Bike shop plays Santa to kids in need
Donated 30 bikes in first year
By Brian Ojanpa
Free Press Staff Writer
MANKATO
—
Mike Busch’s yearly task may not be a labor of love, but it’s certainly a labor of largesse.
Busch, of The Spoke bike shop in Mankato, takes discarded bicycles, makes them “new” again, and passes them along for distribution to deserving kids at Christmas.
It’s all part of the St. Peter Santa Anonymous bike program that annually provides free wheels to children who otherwise might go without.
“We don’t need to create the need; the need is there,” says Busch, who works two weeks full time each fall to refurbish donated bikes.
St. Peter Santa Anonymous volunteer coordinator Marie Dranttel said the program distributed 30 bikes in its first year and 19 last year.
“But we have to have a lottery system because there are more people who sign up for bikes than we have bikes,” she said.

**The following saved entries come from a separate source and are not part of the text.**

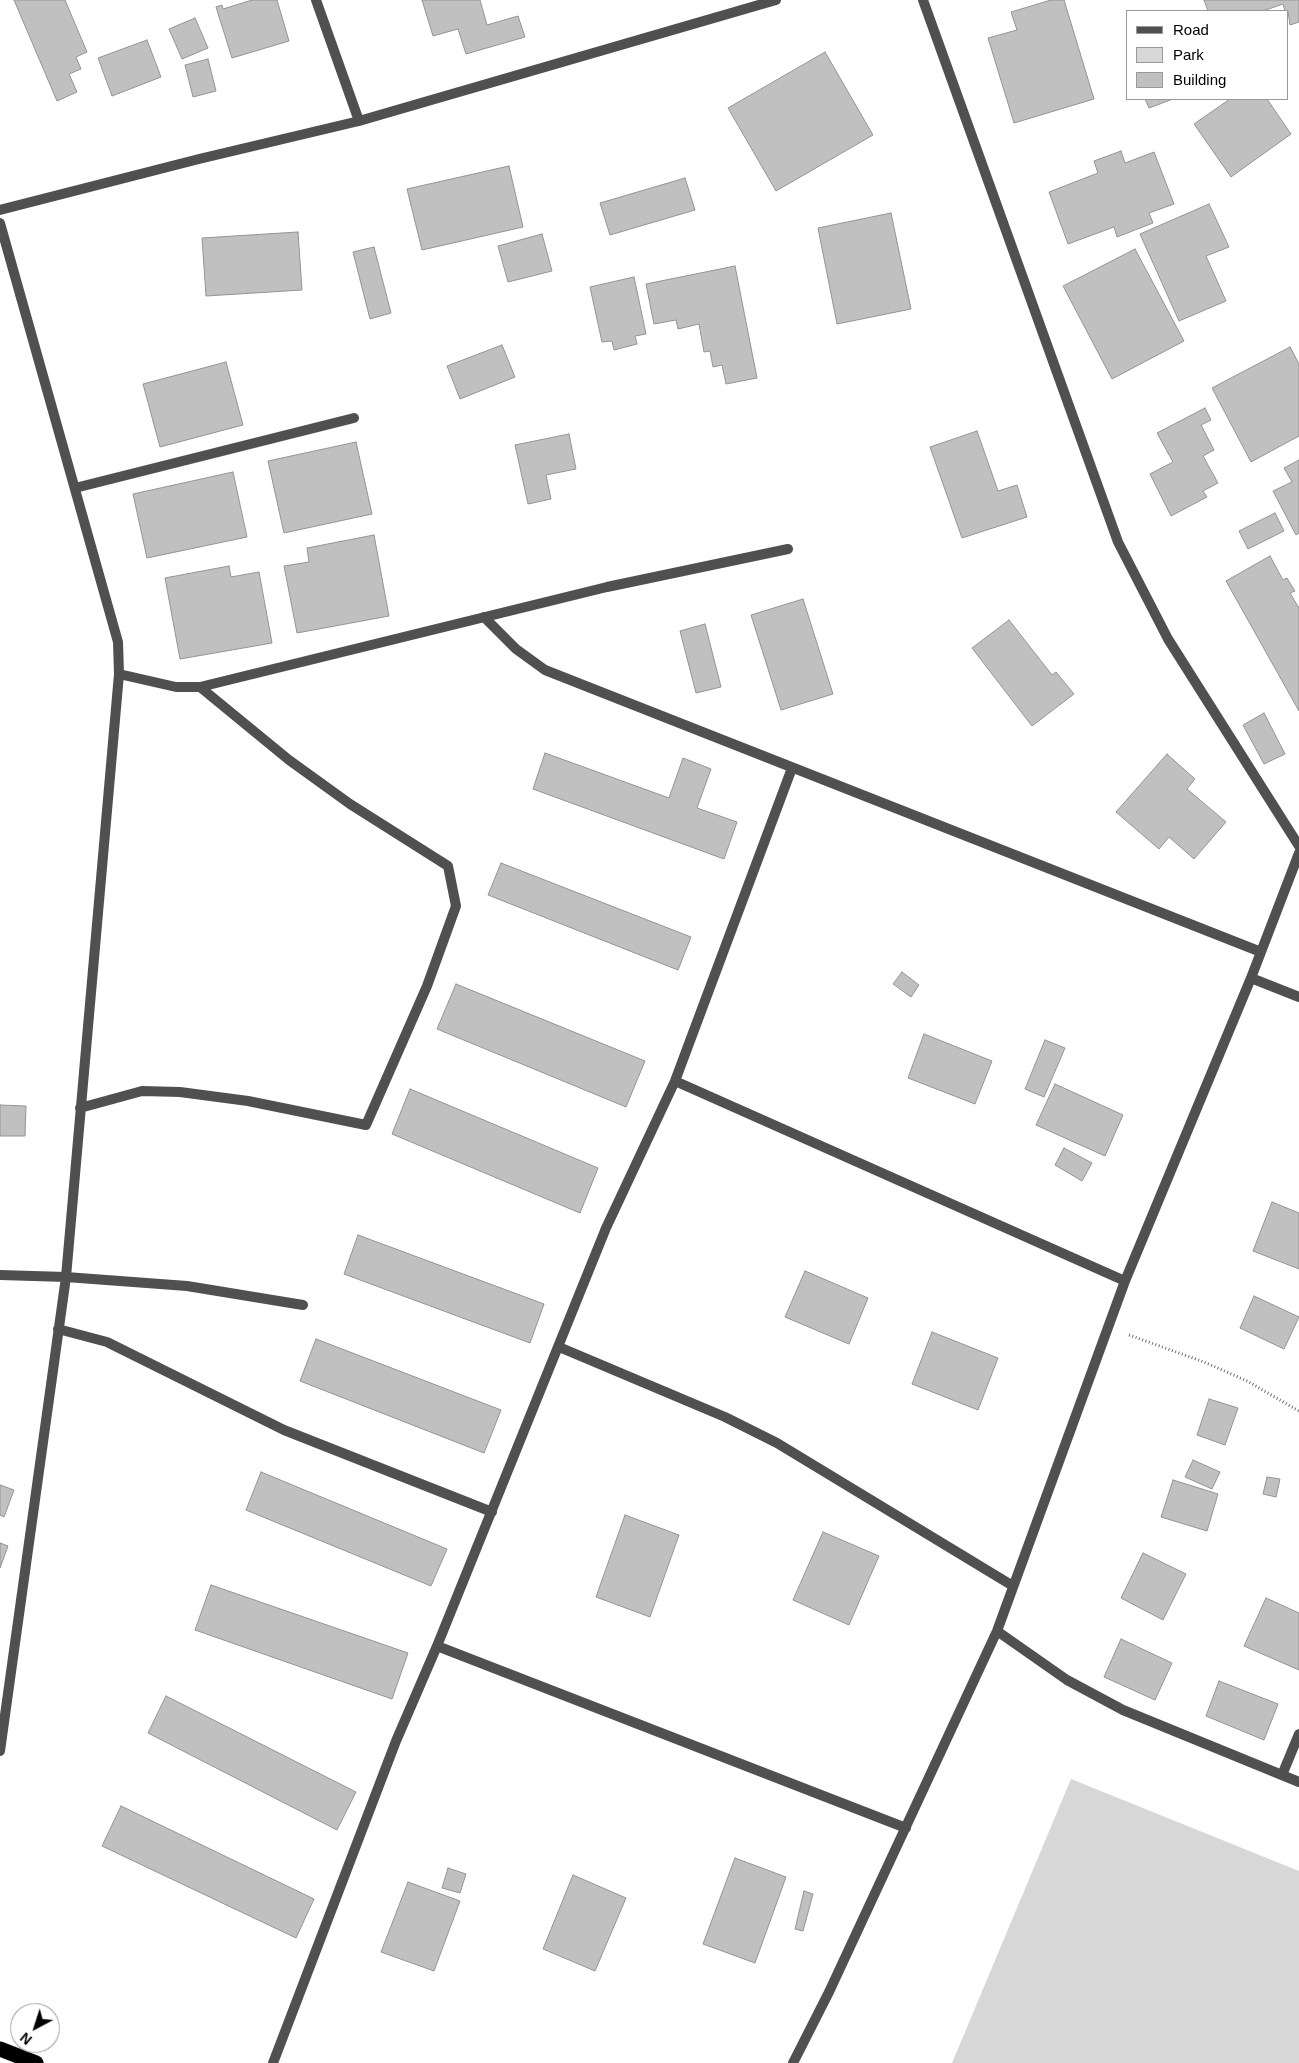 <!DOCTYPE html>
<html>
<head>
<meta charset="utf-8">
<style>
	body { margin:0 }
	#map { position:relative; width:1299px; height:2063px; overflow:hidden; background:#fff; font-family:Arial,sans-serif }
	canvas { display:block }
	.legend { position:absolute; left:1126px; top:10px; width:162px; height:90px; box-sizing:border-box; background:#fff; border:1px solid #999; margin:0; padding:6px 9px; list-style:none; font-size:15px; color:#000 }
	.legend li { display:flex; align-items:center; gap:10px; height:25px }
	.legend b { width:25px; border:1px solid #999 }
	.north { position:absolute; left:10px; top:2003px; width:50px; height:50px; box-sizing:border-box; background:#fff; border:1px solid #999; border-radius:50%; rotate:220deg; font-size:14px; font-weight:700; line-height:20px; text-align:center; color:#000 }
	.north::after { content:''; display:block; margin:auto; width:18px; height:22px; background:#000; clip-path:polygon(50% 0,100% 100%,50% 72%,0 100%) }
</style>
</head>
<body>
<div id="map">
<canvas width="1299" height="2063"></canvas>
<ul class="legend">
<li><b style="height:6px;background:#505050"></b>Road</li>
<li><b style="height:14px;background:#d7d7d7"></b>Park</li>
<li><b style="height:14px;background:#c0c0c0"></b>Building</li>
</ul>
<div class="north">N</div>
</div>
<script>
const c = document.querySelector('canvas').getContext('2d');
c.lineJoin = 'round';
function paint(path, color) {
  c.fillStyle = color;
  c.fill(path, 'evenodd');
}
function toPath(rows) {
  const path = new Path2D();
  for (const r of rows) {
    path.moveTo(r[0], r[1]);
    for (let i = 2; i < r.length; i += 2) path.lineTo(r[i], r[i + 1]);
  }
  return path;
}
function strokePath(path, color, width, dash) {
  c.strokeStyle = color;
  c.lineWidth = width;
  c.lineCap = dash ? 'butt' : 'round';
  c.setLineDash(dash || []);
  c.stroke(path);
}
const green = toPath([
	[1071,1779,1299,1871,1299,2063,952,2063]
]);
const building = toPath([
	[14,0,65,0,87,52,76,57,81,69,69,74,77,92,57,101,14,0],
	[252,0,277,0,289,41,232,58,216,7,222,5,223,9,252,0],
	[422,0,480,0,487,25,518,16,525,37,466,54,458,29,433,36,422,0],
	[1051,0,1064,0,1094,99,1014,123,988,38,1017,30,1011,12,1051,0],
	[1204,0,1299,0,1299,22,1290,25,1288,11,1285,11,1283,4,1263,11,1208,11,1204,0],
	[195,18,208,48,182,59,169,29,195,18],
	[147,40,161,77,112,96,98,58,147,40],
	[825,52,873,135,776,191,728,108,825,52],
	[208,59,216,91,193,97,185,65,208,59],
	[1145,99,1173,99,1149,108,1145,99],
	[1230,99,1267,99,1291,134,1231,177,1194,124,1230,99],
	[1121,151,1125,163,1154,152,1174,204,1149,213,1153,223,1117,237,1114,227,1068,244,1049,192,1098,173,1094,161,1121,151],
	[509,166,523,227,422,250,407,189,509,166],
	[685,178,695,210,610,235,600,203,685,178],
	[1209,204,1229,247,1206,256,1226,301,1179,321,1140,234,1209,204],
	[891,213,911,309,837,324,818,228,891,213],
	[298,232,302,290,206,296,202,238,298,232],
	[542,234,552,271,508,282,498,246,542,234],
	[374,247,391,313,370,319,353,252,374,247],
	[1135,249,1184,341,1112,379,1063,286,1135,249],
	[735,266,757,378,726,384,722,365,713,367,710,351,704,352,699,324,678,329,676,320,654,324,646,284,735,266],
	[634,277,646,334,635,336,637,344,614,350,612,341,602,342,590,287,634,277],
	[502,345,515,377,460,399,447,366,502,345],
	[1290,347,1299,364,1299,436,1251,462,1212,388,1290,347],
	[226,362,243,425,160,447,143,384,226,362],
	[1205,408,1211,420,1201,425,1214,450,1203,456,1218,483,1203,491,1207,497,1171,516,1150,474,1173,462,1157,433,1205,408],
	[977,431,998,491,1017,485,1027,517,962,538,930,447,977,431],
	[569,434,576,469,546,475,551,499,528,504,515,445,569,434],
	[356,442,372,514,284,533,268,461,356,442],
	[1299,460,1299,533,1296,535,1273,491,1292,482,1284,468,1299,460],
	[233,472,247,537,147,558,133,494,233,472],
	[1275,513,1284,531,1248,549,1239,531,1275,513],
	[374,535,389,616,297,633,284,566,309,562,307,548,374,535],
	[1270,556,1283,580,1287,578,1295,591,1290,593,1299,608,1299,711,1226,581,1270,556],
	[229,566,231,577,259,572,272,643,180,659,165,578,229,566],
	[803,599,833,694,781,710,751,615,803,599],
	[1009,620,1052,675,1056,672,1074,694,1032,726,972,648,1009,620],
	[705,624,721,687,696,693,680,631,705,624],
	[1264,713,1285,754,1264,764,1243,725,1264,713],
	[545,753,669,798,683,758,711,769,697,808,737,822,724,859,533,789,545,753],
	[1167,754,1195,779,1187,789,1226,822,1194,859,1169,837,1159,849,1116,812,1167,754],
	[501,863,691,937,678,970,488,895,501,863],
	[902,972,919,985,911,997,893,984,902,972],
	[456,984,645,1061,626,1107,437,1029,456,984],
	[924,1034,992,1061,975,1104,908,1078,924,1034],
	[1045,1040,1065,1048,1044,1097,1025,1089,1045,1040],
	[1055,1084,1123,1115,1105,1156,1036,1125,1055,1084],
	[410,1089,598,1168,580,1213,392,1134,410,1089],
	[0,1105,26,1106,25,1136,0,1136,0,1105],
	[1064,1148,1092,1163,1082,1181,1055,1165,1064,1148],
	[1272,1202,1299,1213,1299,1269,1253,1251,1272,1202],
	[358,1235,544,1304,530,1343,344,1274,358,1235],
	[805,1271,868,1298,849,1344,785,1317,805,1271],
	[1254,1296,1299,1317,1284,1349,1240,1328,1254,1296],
	[932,1332,998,1358,978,1410,912,1384,932,1332],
	[316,1339,501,1410,484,1453,300,1381,316,1339],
	[1209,1399,1238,1408,1225,1445,1197,1435,1209,1399],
	[1193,1460,1220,1472,1212,1489,1185,1477,1193,1460],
	[261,1472,447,1549,431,1586,246,1510,261,1472],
	[1267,1477,1280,1479,1276,1497,1263,1494,1267,1477],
	[1173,1480,1218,1494,1207,1531,1161,1517,1173,1480],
	[0,1485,14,1490,4,1517,0,1515,0,1485],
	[625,1515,679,1535,650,1617,596,1597,625,1515],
	[823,1532,879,1556,849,1625,793,1600,823,1532],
	[0,1543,8,1546,0,1568,0,1543],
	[1143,1553,1186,1574,1163,1620,1121,1598,1143,1553],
	[211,1585,408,1653,392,1699,195,1630,211,1585],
	[1266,1598,1299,1613,1299,1670,1244,1646,1266,1598],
	[1121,1639,1172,1663,1155,1700,1104,1677,1121,1639],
	[1219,1681,1278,1704,1264,1740,1206,1716,1219,1681],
	[166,1696,356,1792,337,1830,148,1733,166,1696],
	[121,1806,314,1899,296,1938,102,1846,121,1806],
	[735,1858,786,1877,755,1963,703,1944,735,1858],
	[448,1868,466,1874,460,1893,442,1888,448,1868],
	[573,1875,626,1898,595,1971,543,1949,573,1875],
	[408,1882,460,1901,434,1971,381,1952,408,1882],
	[804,1891,813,1894,803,1931,795,1929,804,1891]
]);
const path = toPath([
	[1129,1335,1204,1362,1247,1381,1299,1411]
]);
const street = toPath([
	[316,0,359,121],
	[923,0,1118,542,1168,639,1299,846],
	[0,210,199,159,359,121,776,0],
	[0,223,118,642,119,674,66,1277,0,1751],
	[75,488,354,418],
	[484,617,516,649,545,670,1261,952],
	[200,687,607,587,788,549],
	[1251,978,1299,997],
	[675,1081,1125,1281],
	[80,1108,142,1091,180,1092,248,1101,366,1125,427,986,456,906,448,866,350,804,289,760,200,687,176,687,119,674],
	[0,1275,66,1277,187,1286,303,1305],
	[58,1329,107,1342,284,1430,492,1512],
	[559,1347,725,1417,777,1443,1013,1586],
	[997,1631,1067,1680,1123,1710,1299,1782],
	[437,1646,906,1828],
	[1282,1775,1299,1734],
	[273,2063,396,1741,437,1646,606,1228,675,1081,792,768],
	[793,2063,829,1992,997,1631,1125,1281,1251,978,1299,853]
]);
const highway = toPath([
	[0,2049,36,2063]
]);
paint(green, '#d7d7d7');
paint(building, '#c0c0c0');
strokePath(building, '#949494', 1);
strokePath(highway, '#dbdbdb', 16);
strokePath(path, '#727272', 3, [1, 2.5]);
strokePath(street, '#505050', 10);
strokePath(highway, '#000', 15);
</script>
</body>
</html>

Last year, 40 signed up, meaning 50 percent of requests went unfilled, she said.
Hence the need for donations — and the hope that people think twice before relegating a bike to a landfill.
“Few people buy a bike with an exit strategy in mind,” Busch said. “They think, ‘Oh, now that I can’t use it anymore, what do I do with it?’ We encourage people not to pre-judge what they have.”
Busch said it typically takes him 30 minutes to two hours to make a bike serviceable for a new user. And he doesn’t envy Dranttel’s task of trying to determine who gets the limited supply of gift bikes.
“She’s got the tough part,” Busch said. “I just deal with inanimate bikes — and they don’t talk back.”